Blogroll

Jumat, 30 Desember 2011

Komunikasi Politik dalam Media Massa

Tulisan ini pernah diterbitkan dalam buku ontologi berjudul "Symphony Komunikasi Politik di Indonesia". Buku tersebut merupakan buku pertama penulis bersama rekan-rekan komunikasi UII 09, yang di launching pada 15 JAnuari 2011. Merupakan kebanggaan kami.

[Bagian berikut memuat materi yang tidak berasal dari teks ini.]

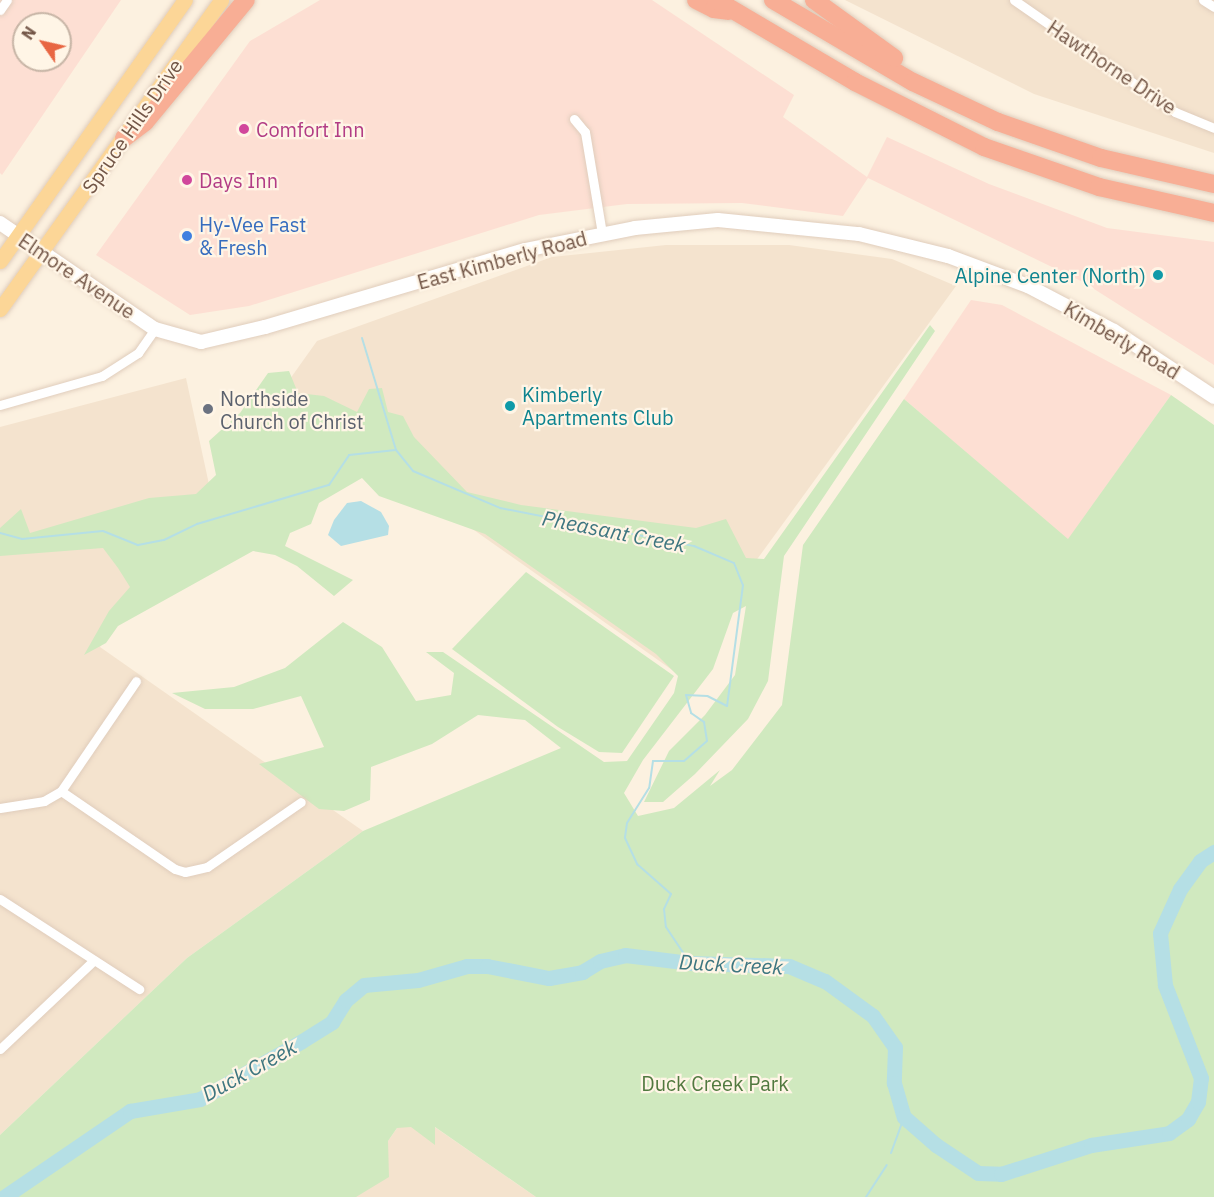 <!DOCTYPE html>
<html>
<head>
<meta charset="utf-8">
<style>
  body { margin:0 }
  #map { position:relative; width:1214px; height:1197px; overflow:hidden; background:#fcf1e0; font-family:"IBM Plex Sans",sans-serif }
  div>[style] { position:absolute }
  .residential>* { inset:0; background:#f4e3ce }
  .commercial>* { inset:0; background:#fddfd3 }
  .green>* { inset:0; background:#d0e9bf }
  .water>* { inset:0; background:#b5dfe5 }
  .stream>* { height:2px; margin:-1px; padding:0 1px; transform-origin:1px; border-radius:1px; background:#b5dfe5 }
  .river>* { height:15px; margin:-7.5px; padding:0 7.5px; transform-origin:7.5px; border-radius:7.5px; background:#b5dfe5 }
  .roads { filter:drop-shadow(0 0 2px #e0cdbc) drop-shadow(0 0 2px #e0cdbc) }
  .minor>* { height:9px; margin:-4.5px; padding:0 4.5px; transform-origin:4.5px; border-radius:4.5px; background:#fff }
  .secondary>* { height:14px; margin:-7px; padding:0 7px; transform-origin:7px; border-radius:7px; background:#fff }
  .primary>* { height:15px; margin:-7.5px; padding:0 7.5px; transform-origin:7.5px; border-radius:7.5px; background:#fcd697 }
  .motorway>* { height:18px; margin:-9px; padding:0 9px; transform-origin:9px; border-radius:9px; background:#f8ae95 }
  .dots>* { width:16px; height:16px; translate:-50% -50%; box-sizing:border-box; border:3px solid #fff5e6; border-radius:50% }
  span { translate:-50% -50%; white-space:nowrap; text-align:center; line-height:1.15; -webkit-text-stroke:4.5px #fff5e6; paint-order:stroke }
  .street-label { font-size:20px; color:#735647 }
  .hotel-label { font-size:20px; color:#b23c85 }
  .left { translate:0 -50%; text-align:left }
  .shop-label { font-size:20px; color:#366cbe }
  .culture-label { font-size:20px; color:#0d838f }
  .right { translate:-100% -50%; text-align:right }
  .worship-label { font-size:20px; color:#5b616d }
  .park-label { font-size:20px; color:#51793f }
  .water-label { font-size:21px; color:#3e7680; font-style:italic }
  .north { position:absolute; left:12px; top:12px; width:60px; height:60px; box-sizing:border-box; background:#fff5e6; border:2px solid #c7b5a6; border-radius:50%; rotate:304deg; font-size:16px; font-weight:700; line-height:24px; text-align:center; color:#735647 }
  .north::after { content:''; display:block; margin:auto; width:21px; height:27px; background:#e86643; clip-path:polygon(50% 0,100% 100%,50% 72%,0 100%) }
</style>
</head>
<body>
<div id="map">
  <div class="residential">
    <div style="clip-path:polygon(845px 0,1214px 0,1214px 153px,1034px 94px)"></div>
    <div style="clip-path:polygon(666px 245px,789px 245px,892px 259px,956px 286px,675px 672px,280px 393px,317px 341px,552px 257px)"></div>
    <div style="clip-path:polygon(186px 378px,210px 489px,100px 647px,363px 831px,187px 958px,0 1135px,0 427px)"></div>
    <div style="clip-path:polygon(410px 1110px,536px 1197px,348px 1197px)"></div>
  </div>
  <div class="commercial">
    <div style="clip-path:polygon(evenodd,0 0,121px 0,2px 175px,0 173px,0 0,24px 24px,60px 24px,60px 60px,24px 60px,24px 24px)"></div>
    <div style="clip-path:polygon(320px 0,652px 0,794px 95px,783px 117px,867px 177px,887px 137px,989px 184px,1107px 228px,1214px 242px,1214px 365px,1083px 282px,868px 178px,843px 216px,742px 203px,627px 204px,539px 215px,249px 306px,190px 315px,96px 255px,250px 41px)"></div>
    <div style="clip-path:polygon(971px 300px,1002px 305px,1171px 395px,1068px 540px,904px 399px)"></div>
  </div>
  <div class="green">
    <div style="clip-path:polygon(930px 325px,935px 331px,784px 556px,768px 681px,748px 719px,695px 774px,663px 802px,644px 802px,669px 751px,705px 715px,735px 675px,746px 606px,733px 613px,713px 669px,643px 760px,624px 793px,638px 816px,674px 808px,720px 770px,710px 786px,732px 770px,782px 705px,803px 545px,904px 399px,1068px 539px,1171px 395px,1214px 425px,1214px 1197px,536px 1197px,435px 1127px,435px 1145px,411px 1127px,397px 1128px,388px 1141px,389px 1177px,356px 1197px,0 1197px,0 1135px,187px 958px,363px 831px,561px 748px,525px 720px,478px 715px,432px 744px,371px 767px,370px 800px,344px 811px,319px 809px,259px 764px,324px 747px,301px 696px,253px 709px,205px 709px,172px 693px,234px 687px,285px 668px,343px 622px,382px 647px,416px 701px,451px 695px,454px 673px,426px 652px,443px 652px,604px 762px,627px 761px,674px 693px,678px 676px,656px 654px,485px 534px,379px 496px,362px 478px,319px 503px,311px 524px,290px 533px,285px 546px,353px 580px,334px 596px,297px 566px,275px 555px,253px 551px,118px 626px,106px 643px,84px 655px,109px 611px,130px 587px,118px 568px,103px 548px,0 556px,0 528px,21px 509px,30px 533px,149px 498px,196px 494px,216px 475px,209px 441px,240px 413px,268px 373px,289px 371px,298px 393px,324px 396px,357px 412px,369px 389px,382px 388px,388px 412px,403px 416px,414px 437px,467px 492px,521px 505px,696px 528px,726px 519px,746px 558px,764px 559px)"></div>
    <div style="clip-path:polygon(526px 572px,674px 676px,622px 753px,599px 752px,558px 727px,452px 649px)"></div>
  </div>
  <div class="water">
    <div style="clip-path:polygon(361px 501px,381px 512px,389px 526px,388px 535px,341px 546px,328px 535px,334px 520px,347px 503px)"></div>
  </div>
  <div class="stream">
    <div style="left:362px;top:338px;width:117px;rotate:73.1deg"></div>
    <div style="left:0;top:533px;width:23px;rotate:15deg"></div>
    <div style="left:22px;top:539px;width:81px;rotate:-5.6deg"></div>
    <div style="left:103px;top:531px;width:38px;rotate:22deg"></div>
    <div style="left:138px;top:545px;width:26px;rotate:-11deg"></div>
    <div style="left:164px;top:540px;width:37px;rotate:-26deg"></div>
    <div style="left:197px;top:524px;width:138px;rotate:-16.5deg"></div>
    <div style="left:329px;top:485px;width:36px;rotate:-56deg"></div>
    <div style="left:349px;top:455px;width:47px;rotate:-6.1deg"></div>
    <div style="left:396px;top:450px;width:27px;rotate:51deg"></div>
    <div style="left:413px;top:471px;width:95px;rotate:23deg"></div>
    <div style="left:500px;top:508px;width:198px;rotate:11.1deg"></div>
    <div style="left:694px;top:546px;width:43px;rotate:23deg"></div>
    <div style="left:734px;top:563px;width:24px;rotate:68deg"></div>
    <div style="left:743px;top:585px;width:122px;rotate:97.5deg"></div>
    <div style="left:727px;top:706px;width:22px;rotate:-153deg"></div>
    <div style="left:707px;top:696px;width:21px;rotate:-177deg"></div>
    <div style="left:686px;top:695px;width:19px;rotate:74deg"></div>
    <div style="left:691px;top:713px;width:16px;rotate:35deg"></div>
    <div style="left:704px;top:722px;width:19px;rotate:81deg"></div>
    <div style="left:707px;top:741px;width:30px;rotate:139deg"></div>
    <div style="left:684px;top:761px;width:31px;rotate:180deg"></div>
    <div style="left:653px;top:761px;width:27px;rotate:98deg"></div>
    <div style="left:649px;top:788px;width:41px;rotate:122.2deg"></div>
    <div style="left:627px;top:823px;width:15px;rotate:98deg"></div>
    <div style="left:625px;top:838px;width:29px;rotate:65deg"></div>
    <div style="left:637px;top:864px;width:45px;rotate:41.4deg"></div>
    <div style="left:671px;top:894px;width:17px;rotate:115deg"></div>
    <div style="left:664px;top:909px;width:18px;rotate:84deg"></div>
    <div style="left:666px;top:927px;width:43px;rotate:56.3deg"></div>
    <div style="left:891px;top:1153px;width:38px;rotate:-70deg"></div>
    <div style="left:866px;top:1197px;width:38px;rotate:-57deg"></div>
  </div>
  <div class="river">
    <div style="left:4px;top:1197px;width:153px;rotate:-34.3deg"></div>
    <div style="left:130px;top:1111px;width:71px;rotate:-9.7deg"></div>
    <div style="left:200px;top:1099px;width:117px;rotate:-29.6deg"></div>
    <div style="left:302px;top:1041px;width:36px;rotate:-32deg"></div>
    <div style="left:332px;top:1022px;width:26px;rotate:-58deg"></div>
    <div style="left:346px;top:1000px;width:23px;rotate:-40deg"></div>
    <div style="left:364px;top:985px;width:54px;rotate:-5.3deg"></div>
    <div style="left:418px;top:980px;width:51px;rotate:-15.9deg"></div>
    <div style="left:467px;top:966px;width:20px"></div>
    <div style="left:487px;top:966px;width:63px;rotate:11deg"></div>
    <div style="left:549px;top:978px;width:34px;rotate:-10deg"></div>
    <div style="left:582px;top:972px;width:21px;rotate:-31deg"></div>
    <div style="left:600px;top:961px;width:26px;rotate:-13deg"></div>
    <div style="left:625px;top:955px;width:65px;rotate:7deg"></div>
    <div style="left:690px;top:963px;width:99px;rotate:1.7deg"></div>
    <div style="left:789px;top:966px;width:39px;rotate:23deg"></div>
    <div style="left:825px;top:981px;width:59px;rotate:36.1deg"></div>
    <div style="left:873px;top:1016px;width:38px;rotate:55deg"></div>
    <div style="left:895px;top:1047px;width:36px;rotate:92deg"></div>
    <div style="left:894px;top:1083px;width:35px;rotate:74deg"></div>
    <div style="left:904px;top:1117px;width:43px;rotate:41.2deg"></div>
    <div style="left:936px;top:1145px;width:50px;rotate:33.7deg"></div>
    <div style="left:978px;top:1173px;width:23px;rotate:2deg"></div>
    <div style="left:1001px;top:1174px;width:95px;rotate:-17.9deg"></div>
    <div style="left:1091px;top:1145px;width:79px;rotate:-8.7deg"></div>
    <div style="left:1169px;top:1133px;width:24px;rotate:-36deg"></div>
    <div style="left:1188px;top:1119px;width:20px;rotate:-60deg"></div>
    <div style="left:1198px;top:1102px;width:24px;rotate:-83deg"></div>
    <div style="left:1201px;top:1078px;width:100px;rotate:-111.2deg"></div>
    <div style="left:1165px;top:985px;width:52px;rotate:-95.5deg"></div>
    <div style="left:1160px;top:933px;width:48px;rotate:-65.6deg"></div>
    <div style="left:1180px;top:889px;width:34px;rotate:-54deg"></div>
    <div style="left:1200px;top:861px;width:17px;rotate:-33deg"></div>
  </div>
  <div class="roads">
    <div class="minor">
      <div style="left:1014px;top:0;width:196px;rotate:34.8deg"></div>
      <div style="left:1175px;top:112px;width:42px;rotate:22.3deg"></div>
      <div style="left:1203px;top:0;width:13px;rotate:32deg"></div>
      <div style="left:0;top:10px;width:12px;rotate:-55deg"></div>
      <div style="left:574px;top:119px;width:17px;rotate:50deg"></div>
      <div style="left:585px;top:132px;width:103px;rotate:80.5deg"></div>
      <div style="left:0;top:405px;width:106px;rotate:-15.9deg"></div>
      <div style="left:102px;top:376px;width:43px;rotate:-32.6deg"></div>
      <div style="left:138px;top:353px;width:29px;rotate:-55deg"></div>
      <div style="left:61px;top:791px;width:138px;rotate:34.4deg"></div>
      <div style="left:175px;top:869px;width:10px;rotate:17deg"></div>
      <div style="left:185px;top:872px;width:23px;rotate:-13deg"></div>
      <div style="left:207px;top:867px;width:114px;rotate:-34.7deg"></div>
      <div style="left:0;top:808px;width:45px;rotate:-9deg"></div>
      <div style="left:44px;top:801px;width:20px;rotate:-30deg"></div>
      <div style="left:61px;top:791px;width:133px;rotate:-55.7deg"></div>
      <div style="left:0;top:899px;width:166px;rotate:32.9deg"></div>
      <div style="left:0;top:1049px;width:129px;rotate:-43.4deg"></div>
    </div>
    <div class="secondary">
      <div style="left:0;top:223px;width:188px;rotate:34.4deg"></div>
      <div style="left:155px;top:329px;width:48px;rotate:15.8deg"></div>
      <div style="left:201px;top:342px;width:66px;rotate:-13.2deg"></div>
      <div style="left:265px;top:327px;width:271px;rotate:-16.5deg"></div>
      <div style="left:525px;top:250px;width:112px;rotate:-11.3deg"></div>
      <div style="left:635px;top:228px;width:83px;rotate:-5.5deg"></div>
      <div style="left:718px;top:220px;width:142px;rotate:5.7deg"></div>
      <div style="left:859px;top:234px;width:92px;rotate:13.9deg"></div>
      <div style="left:948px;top:256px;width:85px;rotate:20.6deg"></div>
      <div style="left:1028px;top:286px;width:97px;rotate:27.6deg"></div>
      <div style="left:1114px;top:331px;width:120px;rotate:33.4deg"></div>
    </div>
    <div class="primary">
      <div style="left:0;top:261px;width:320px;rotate:-54.7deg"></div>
      <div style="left:0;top:309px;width:380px;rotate:-54.4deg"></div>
    </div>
    <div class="motorway">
      <div style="left:696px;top:0;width:20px;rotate:27deg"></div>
      <div style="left:714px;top:9px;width:14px;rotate:8deg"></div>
      <div style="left:716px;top:0;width:161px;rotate:30.5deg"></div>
      <div style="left:855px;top:82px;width:144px;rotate:26.7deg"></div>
      <div style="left:984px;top:147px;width:122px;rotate:19.2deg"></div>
      <div style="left:1099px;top:187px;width:118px;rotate:12.7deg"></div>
      <div style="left:773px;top:0;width:162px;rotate:30.4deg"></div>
      <div style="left:913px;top:82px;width:94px;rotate:25.2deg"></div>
      <div style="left:998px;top:122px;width:109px;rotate:19.3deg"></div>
      <div style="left:1101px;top:158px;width:116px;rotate:13deg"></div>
      <div style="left:814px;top:0;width:99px;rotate:35.9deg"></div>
      <div style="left:124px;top:138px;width:26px;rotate:-37deg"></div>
      <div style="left:145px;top:122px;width:158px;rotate:-50.4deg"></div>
    </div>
  </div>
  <div class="dots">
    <div style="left:244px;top:129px;background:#d1479c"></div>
    <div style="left:187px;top:180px;background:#d1479c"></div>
    <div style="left:187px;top:236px;background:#3f7fe0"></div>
    <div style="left:1158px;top:275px;background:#0f9aa8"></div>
    <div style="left:510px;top:406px;background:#0f9aa8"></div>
    <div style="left:208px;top:409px;background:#6b7280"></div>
  </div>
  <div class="street-label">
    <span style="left:1112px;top:67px;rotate:34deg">Hawthorne Drive</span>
    <span style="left:132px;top:126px;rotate:-55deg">Spruce Hills Drive</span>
    <span style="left:502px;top:260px;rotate:-15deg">East Kimberly Road</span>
    <span style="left:77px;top:276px;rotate:34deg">Elmore Avenue</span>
    <span style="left:1122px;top:340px;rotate:31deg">Kimberly Road</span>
  </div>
  <div class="hotel-label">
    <span class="left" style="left:256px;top:129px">Comfort Inn</span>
    <span class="left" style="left:199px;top:180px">Days Inn</span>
  </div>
  <div class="shop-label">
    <span class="left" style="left:199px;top:236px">Hy-Vee Fast<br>&amp; Fresh</span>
  </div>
  <div class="culture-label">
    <span class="right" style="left:1146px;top:275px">Alpine Center (North)</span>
    <span class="left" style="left:522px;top:406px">Kimberly<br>Apartments Club</span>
  </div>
  <div class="worship-label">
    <span class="left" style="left:220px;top:410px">Northside<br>Church of Christ</span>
  </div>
  <div class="park-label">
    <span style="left:715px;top:1083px">Duck Creek Park</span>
  </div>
  <div class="water-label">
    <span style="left:614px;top:531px;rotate:11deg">Pheasant Creek</span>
    <span style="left:731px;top:964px;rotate:3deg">Duck Creek</span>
    <span style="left:249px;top:1070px;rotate:-29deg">Duck Creek</span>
  </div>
  <div class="north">N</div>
</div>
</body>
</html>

Media massa saat ini seringkali menjadi tunggangan politik. Tidak jarang partai politik bahkan aktor politik mengintervensi konten media untuk kepentingan golongan politiknya. Seperti yang kita sadari bahwa peran Media Massa sangat strategis dalam membentuk opini publik, sekaligus sebagai instrumen kontrol penyelenggaraan pemerintahan. Lalu, apa jadinya jika media massa dikuasai bahkan dimiliki oleh aktor politik? Pertanyaan inilah yang mendasari tulisan saya. Happy Reading.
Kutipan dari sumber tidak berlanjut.